The first chapter serves as a refresher for those who've had a long separation from Fuzzy fuzzy holloway - the species now recognized as Fuzzy sapiens zarathustra, the two-foot-tall golden-furred people only just discovered on Zarathustra, 25 years after the planet's discovery, much to the chagrin of the Chartered (now Charterless) Zarathustra Company. The Pendarvis Decisions of the murder trial forming the heart of the first book, LITTLE FUZZY, established not only that Fuzzies are people too, but that legally they have the status of minor children - being super-sane and generally very decent people, they're considered too innocent to cope with the complex snares of human society.
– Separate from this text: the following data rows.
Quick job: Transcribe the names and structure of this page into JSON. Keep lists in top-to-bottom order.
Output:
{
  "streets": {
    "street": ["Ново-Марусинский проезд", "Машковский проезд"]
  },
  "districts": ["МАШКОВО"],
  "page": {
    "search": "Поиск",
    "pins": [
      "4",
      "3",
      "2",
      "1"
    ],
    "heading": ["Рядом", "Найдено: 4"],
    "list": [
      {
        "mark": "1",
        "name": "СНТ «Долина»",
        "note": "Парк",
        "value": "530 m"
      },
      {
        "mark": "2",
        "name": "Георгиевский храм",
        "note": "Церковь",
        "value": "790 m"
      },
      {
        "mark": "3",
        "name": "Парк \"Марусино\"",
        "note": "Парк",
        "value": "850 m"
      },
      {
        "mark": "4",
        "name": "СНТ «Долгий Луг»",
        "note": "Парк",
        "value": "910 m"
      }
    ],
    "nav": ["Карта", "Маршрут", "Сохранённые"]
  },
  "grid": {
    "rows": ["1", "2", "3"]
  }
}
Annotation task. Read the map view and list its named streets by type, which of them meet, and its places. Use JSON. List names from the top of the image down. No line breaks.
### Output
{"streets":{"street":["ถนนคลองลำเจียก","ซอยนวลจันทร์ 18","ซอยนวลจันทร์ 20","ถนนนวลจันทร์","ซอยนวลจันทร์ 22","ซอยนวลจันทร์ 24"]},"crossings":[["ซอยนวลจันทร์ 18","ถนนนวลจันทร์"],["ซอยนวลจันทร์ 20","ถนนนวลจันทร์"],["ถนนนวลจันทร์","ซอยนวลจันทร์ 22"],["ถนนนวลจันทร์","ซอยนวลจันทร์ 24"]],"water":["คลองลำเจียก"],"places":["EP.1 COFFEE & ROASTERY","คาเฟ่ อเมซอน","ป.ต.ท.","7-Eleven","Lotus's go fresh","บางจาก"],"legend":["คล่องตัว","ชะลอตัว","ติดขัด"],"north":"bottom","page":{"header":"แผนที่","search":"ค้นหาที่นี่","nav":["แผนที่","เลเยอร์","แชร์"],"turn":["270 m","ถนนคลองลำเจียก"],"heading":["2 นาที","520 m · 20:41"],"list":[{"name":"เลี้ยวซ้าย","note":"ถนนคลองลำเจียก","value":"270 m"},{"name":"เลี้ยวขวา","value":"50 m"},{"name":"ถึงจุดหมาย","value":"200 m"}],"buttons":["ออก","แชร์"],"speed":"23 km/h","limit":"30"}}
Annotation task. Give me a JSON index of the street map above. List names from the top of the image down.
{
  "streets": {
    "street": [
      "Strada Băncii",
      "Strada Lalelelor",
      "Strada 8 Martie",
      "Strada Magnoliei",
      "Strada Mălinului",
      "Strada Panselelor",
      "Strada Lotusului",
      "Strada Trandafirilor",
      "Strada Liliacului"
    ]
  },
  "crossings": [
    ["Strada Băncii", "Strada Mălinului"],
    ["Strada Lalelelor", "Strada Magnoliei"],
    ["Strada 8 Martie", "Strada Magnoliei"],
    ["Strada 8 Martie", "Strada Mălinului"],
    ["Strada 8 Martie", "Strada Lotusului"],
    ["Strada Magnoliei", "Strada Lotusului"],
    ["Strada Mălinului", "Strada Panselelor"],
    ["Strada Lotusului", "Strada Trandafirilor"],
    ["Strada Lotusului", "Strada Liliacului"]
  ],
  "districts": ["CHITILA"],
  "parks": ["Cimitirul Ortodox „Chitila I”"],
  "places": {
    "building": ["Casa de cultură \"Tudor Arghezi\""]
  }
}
Neither side of the human/Fuzzy communication problem understands the other's language and mindset well enough to explain/understand things like ownership of land and so forth. (Fuzzies fortunately live on only one continent, the least explored and most lightly settled.)
However, the Fuzzies' minor-child status is based a reversible judicial opinion, lacking the force of law unless and until it can be enshrined in Zarathustra's soon-to-be-written constitution, although it's been the foundation for all Fuzzy-related policy on Zarathustra in the 6 months since the ruling. It's the reason why the Native Affairs Commission could finance its Fuzzy health and education programs by leasing the Yellowsand sunstone deposits on the Fuzzy reservation back to the CZC.
What were the odds that with so much money at stake, the minor-child status would go unchallenged? Hugo Ingermann, the sleazeball mob lawyer defending the Thaxter/Evins/Novaes attempted robbery from FUZZY SAPIENS, hasn't got a prayer of winning on the burglary and larceny charges, but he hopes to cop a plea to drop the faginy and enslavement charges (they kidnapped a small group of Fuzzies from the wild and forced them to sneak through a security system). He plans to attack the minor-child status by arguing that adult Fuzzies are adult aborigines, and the enslavement charge by claiming that Fuzzies can't legally testify in court, since no Fuzzy test-witness can be found to red-light a veridicator (something much more sophisticated than a polygraph).
For Fuzzies to be proven to be truthful witnesses, their human protectors must first find one Fuzzy that can understand - or be taught - lying. If Fuzzies can't testify under veridication, their testimony's inadmissible - and if they're treated as adults, they can't even appoint a power-of-attorney, since that has to be done under veridication.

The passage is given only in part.